Start of EXERCISE MATERIALS

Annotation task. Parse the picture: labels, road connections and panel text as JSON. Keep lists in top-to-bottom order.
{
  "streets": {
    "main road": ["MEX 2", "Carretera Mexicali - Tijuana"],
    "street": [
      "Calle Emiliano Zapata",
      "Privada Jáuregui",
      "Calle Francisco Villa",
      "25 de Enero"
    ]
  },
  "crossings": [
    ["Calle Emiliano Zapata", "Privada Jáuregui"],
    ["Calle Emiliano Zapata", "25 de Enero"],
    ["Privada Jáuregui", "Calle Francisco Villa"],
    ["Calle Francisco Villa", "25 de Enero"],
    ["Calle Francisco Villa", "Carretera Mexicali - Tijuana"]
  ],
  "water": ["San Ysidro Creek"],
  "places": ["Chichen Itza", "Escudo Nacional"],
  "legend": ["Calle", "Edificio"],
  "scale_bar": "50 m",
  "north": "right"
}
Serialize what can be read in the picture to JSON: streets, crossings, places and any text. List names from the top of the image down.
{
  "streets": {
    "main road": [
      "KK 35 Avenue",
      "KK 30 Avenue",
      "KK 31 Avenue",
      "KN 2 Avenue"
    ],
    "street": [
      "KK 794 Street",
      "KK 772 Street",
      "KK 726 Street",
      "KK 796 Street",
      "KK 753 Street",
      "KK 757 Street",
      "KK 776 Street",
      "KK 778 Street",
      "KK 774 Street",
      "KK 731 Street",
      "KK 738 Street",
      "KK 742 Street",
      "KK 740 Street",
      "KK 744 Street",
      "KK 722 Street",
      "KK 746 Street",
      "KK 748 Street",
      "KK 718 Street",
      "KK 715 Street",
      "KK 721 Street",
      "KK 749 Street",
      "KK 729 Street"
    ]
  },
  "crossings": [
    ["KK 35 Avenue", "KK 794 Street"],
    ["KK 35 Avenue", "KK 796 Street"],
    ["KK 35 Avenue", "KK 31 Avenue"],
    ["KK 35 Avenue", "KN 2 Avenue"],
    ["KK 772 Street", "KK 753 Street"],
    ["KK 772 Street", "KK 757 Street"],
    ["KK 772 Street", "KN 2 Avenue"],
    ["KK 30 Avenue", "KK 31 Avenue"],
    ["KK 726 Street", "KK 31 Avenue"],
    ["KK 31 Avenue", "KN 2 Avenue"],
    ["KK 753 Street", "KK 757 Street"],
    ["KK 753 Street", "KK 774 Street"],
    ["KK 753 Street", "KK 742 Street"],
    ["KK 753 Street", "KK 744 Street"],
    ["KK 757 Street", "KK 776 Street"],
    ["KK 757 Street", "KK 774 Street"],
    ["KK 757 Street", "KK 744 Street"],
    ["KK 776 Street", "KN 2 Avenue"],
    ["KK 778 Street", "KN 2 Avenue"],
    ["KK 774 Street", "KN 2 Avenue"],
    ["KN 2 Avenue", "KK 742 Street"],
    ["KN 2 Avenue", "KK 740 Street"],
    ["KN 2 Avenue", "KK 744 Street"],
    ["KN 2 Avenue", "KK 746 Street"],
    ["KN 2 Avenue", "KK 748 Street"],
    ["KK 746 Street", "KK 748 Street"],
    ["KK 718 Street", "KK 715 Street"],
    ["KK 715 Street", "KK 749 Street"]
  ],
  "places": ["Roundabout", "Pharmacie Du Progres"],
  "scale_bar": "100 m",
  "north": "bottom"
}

End of EXERCISE MATERIALS

# TASK BRIEF
What lines in the records above include the string "picture"? Copy each one.

# OUTPUT
Annotation task. Parse the picture: labels, road connections and panel text as JSON. Keep lists in top-to-bottom order.
Serialize what can be read in the picture to JSON: streets, crossings, places and any text. List names from the top of the image down.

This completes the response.